The floodgates for negative interest rates have opened in Germany’s banking world.
More and more large corporate customers are facing charges for depositing their money with a bank. It is a consequence of actions by the European Central Bank, which is desperate for customers to get out and spend their money to give the 18-nation euro-zone economy a boost.
Commerzbank, Germany’s second-largest bank, admitted on Wednesday evening that it will start charging money for large corporate deposits, becoming the largest German bank to publicly acknowledge its actions. The bank in a statement said it “reserves the right” to hold talks with large companies and institutional investors about charging them for their cash. The negotiations will take place on a case-by-case basis with customers who hold “large and surplus liquidity” with the bank.
German companies are not happy – but they blame the ECB rather than the banks.
“The banks have to think about whether it makes sense for them to risk larger business groups over a few hundred percentage points.”
“The side effects of the current monetary policy in Europe are now beginning to show. Instead of encouraging investment, the ECB’s negative deposit rates are becoming a further burden on the economy,” Martin Wansleben, the head of Germany’s Chamber of Commerce and Industry, DIHK, said in an e-mailed statement to Handelsblatt Global Edition.
“To really encourage investment, we need the right policy incentives. These include structural reform in crisis countries. In Germany too, we need to stop further burdening companies,” Mr. Wansleben added.
Private consumers remain unaffected by Commerzbank’s new policy, as do small- and medium-sized companies, the bank said.
But it does mark a slippery slope for the banking industry. Back in June, institutional investors told Handelsblatt they were facing negative rates from Commerzbank and Deutsche Bank, Germany’s largest bank.

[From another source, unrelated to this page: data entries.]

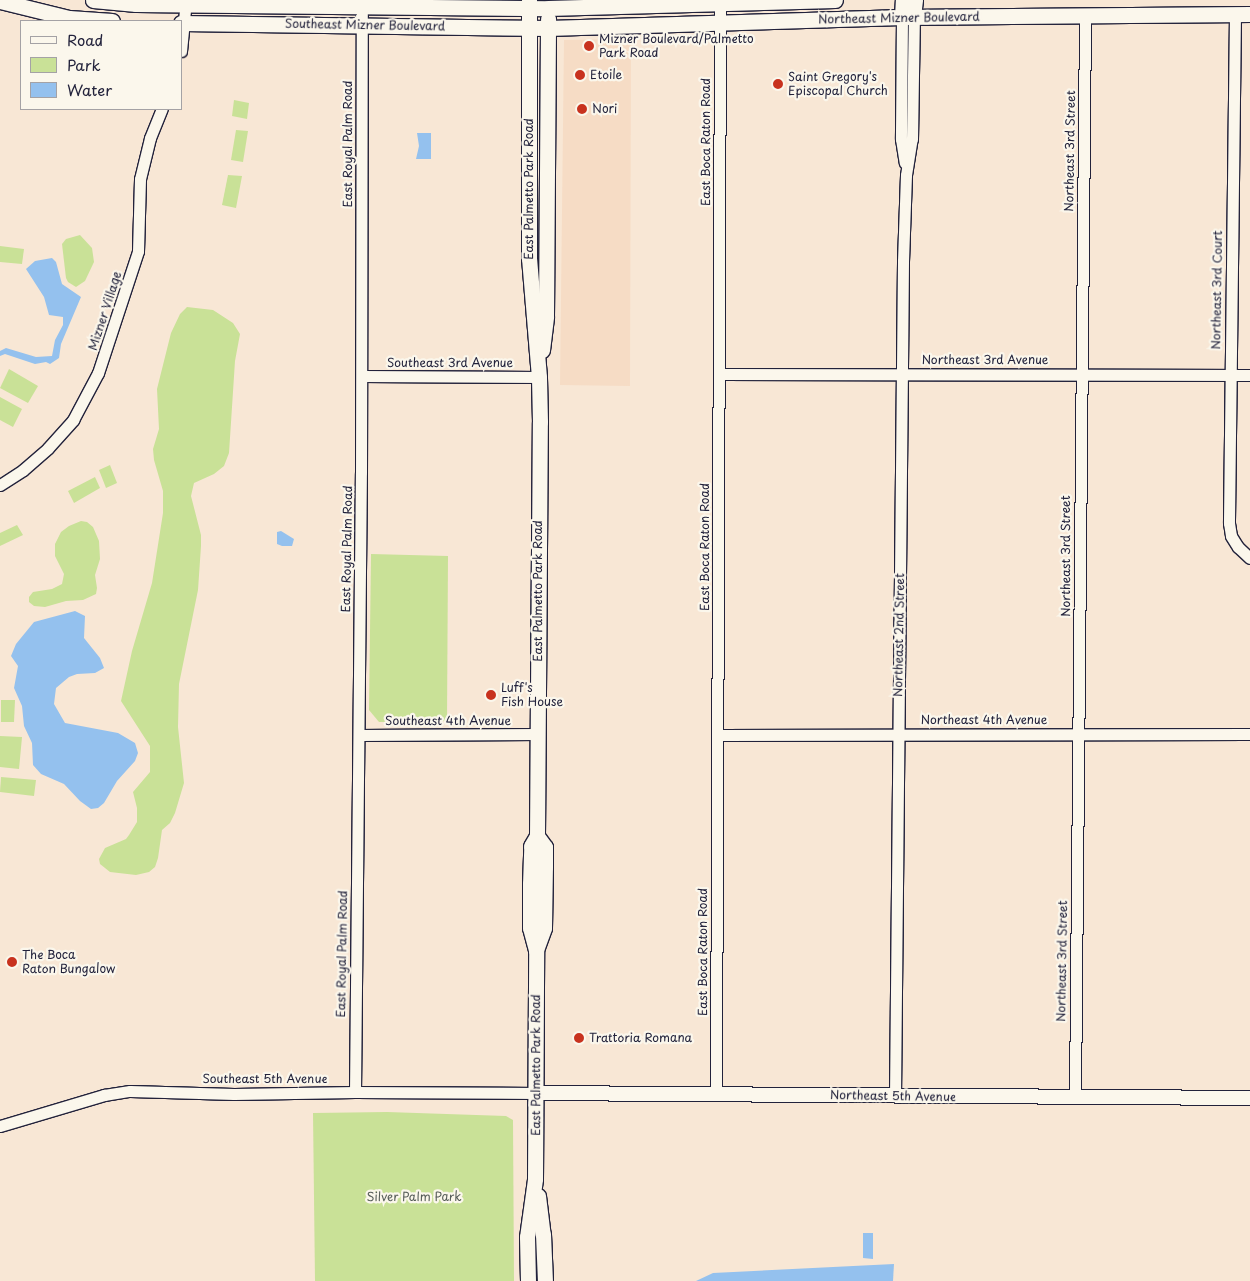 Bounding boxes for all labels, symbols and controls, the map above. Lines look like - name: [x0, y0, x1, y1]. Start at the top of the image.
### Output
- street label: Northeast Mizner Boulevard: [818, 9, 980, 27]
- street label: Southeast Mizner Boulevard: [284, 16, 446, 34]
- legend: [20, 20, 182, 110]
- text: Road: [67, 28, 103, 51]
- place label: Mizner Boulevard/Palmetto Park Road: [599, 32, 755, 60]
- marker: Mizner Boulevard/Palmetto Park Road: [583, 40, 595, 52]
- text: Park: [67, 53, 101, 76]
- place label: Etoile: [590, 68, 622, 82]
- marker: Etoile: [574, 69, 586, 81]
- place label: Saint Gregory's Episcopal Church: [788, 70, 888, 98]
- text: Water: [67, 78, 112, 101]
- street label: East Boca Raton Road: [699, 78, 713, 206]
- marker: Saint Gregory's Episcopal Church: [772, 78, 784, 90]
- street label: East Royal Palm Road: [341, 81, 355, 207]
- street label: Northeast 3rd Street: [1062, 90, 1078, 212]
- place label: Nori: [592, 102, 617, 116]
- marker: Nori: [576, 103, 588, 115]
- street label: East Palmetto Park Road: [522, 118, 536, 260]
- street label: Northeast 3rd Court: [1209, 230, 1225, 350]
- street label: Mizner Village: [85, 270, 125, 352]
- street label: Northeast 3rd Avenue: [922, 353, 1048, 367]
- street label: Southeast 3rd Avenue: [387, 356, 513, 370]
- street label: East Boca Raton Road: [698, 483, 712, 611]
- street label: East Royal Palm Road: [339, 486, 355, 612]
- street label: Northeast 3rd Street: [1059, 495, 1073, 617]
- street label: East Palmetto Park Road: [531, 520, 545, 662]
- street label: Northeast 2nd Street: [891, 573, 907, 697]
- place label: Luff's Fish House: [501, 681, 563, 709]
- marker: Luff's Fish House: [485, 689, 497, 701]
- street label: Northeast 4th Avenue: [921, 713, 1047, 727]
- street label: Southeast 4th Avenue: [385, 714, 511, 728]
- street label: East Boca Raton Road: [696, 888, 710, 1016]
- street label: East Royal Palm Road: [334, 891, 350, 1017]
- street label: Northeast 3rd Street: [1054, 900, 1070, 1022]
- place label: The Boca Raton Bungalow: [22, 948, 116, 976]
- marker: The Boca Raton Bungalow: [6, 956, 18, 968]
- street label: East Palmetto Park Road: [529, 994, 543, 1136]
- place label: Trattoria Romana: [589, 1031, 692, 1045]
- marker: Trattoria Romana: [573, 1032, 585, 1044]
- street label: Southeast 5th Avenue: [202, 1072, 328, 1086]
- street label: Northeast 5th Avenue: [830, 1088, 956, 1104]
- park label: Silver Palm Park: [366, 1190, 462, 1204] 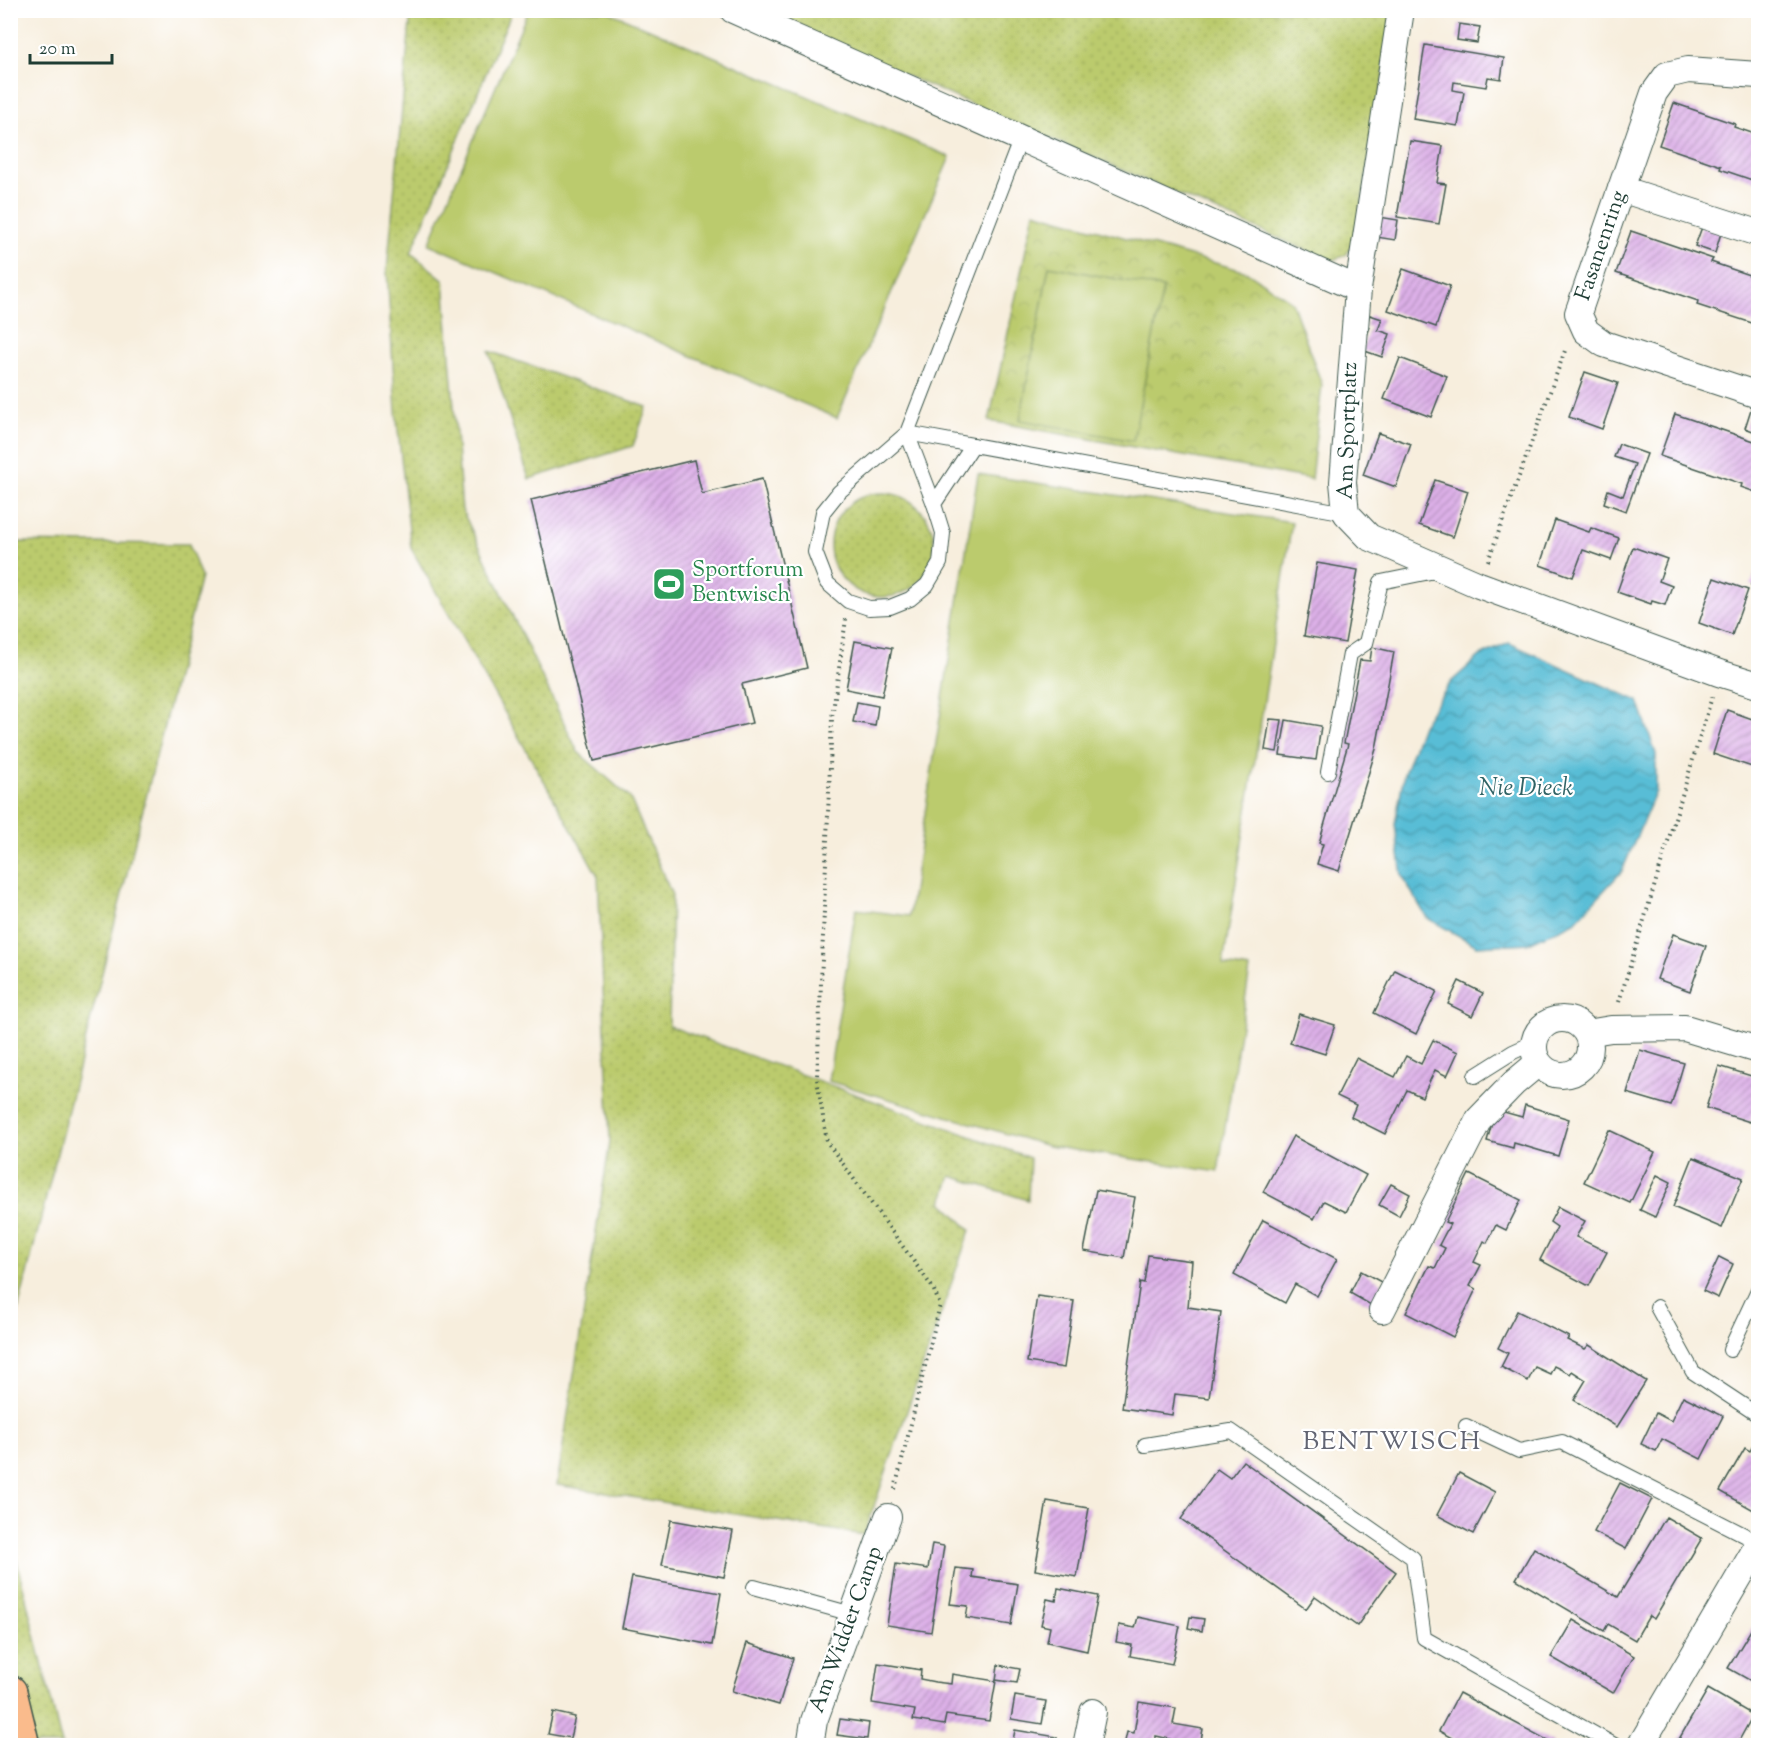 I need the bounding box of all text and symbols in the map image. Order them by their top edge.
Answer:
scale bar [30,27,112,65]
text: 20 m [39,37,76,63]
street label: Fasanenring [1568,186,1636,305]
street label: Am Sportplatz [1331,362,1367,500]
place label: Sportforum Bentwisch [692,555,803,612]
sports icon: Sportforum Bentwisch [651,566,687,602]
water label: Nie Dieck [1479,772,1573,806]
district label: BENTWISCH [1302,1424,1482,1461]
street label: Am Widder Camp [802,1542,892,1718]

At that time, large companies said they were being spared from the fees.
Financial sources say that Deutsche Bank, too, is now in talks about negative interest rates with its largest corporate clients, though the bank insists there will be no broad policy for introducing deposit fees on corporate customers. Institutional investors are also being spared for the moment, though sources said they are being encouraged to take up alternative products like timed deposits rather than simply leaving their money with the bank.
It is the European Central Bank that got the ball rolling in June, when it became the first major bank in history to say it was charging banks to park their excess reserves with the central bank. Financial firms in the 18-nation euro-zone must now pay 0.2 percent interest on any money they choose to leave with the ECB rather than lend out to customers.
The policy is designed to revive the euro-zone’s economy, which grew only 0.2 percent in the third quarter of this year. Bank lending to the private sector in the euro zone continues to shrink – falling 1.2 percent in September – and the ECB is doing everything in its power to convince Europe’s banks to lend out the money rather than leave it sitting in their vaults.
But the ECB’s message is also directed at the banks’ customers: Companies and consumers should be spending their money rather than saving it.
Banks have long complained that there is a lack of demand for their loans – and so are passing the costs on to their customers instead. A study from consulting firm Barkow Consulting last month found that deposits from businesses and private savers totaled €2.317 trillion ($2.95 trillion) in May 2014, exceeding for the second time this year the banks’ total credit volume.
Even Germany’s economy has struggled in recent months. Many companies in Germany are hoarding cash as a result of the uncertain economic situation. Large blue-chip companies have squared away €138 billion (€172 billion) as their profits continue to rise. The ECB is hoping to give these companies a push to spend the money instead.
Exactly how companies will respond remains unclear. Some could simply switch banks. Others might be encouraged to spend a little more. Monica Fernandez, who leads credit research of corporates at Germany’s DZ Bank, said it is possible that negative deposit rates could serve as the “ignition” for increased mergers and acquisitions activity next year.
Other companies are reacting to the bank fees by paying their shareholders more dividends, which according to Handelsblatt research could reach record levels in Germany in 2015.
“Instead of encouraging investment, the ECB’s negative deposit rates are becoming a further burden on the economy.”
Still, the impact on the economy is likely to be minimal. German companies are not spending because they haven’t found places to invest profitably, said Timo Klein, senior economist with IHS Global Insight. Banks might therefore be shooting themselves in the foot: Companies could be tempted to move their money to other banks – or even overseas.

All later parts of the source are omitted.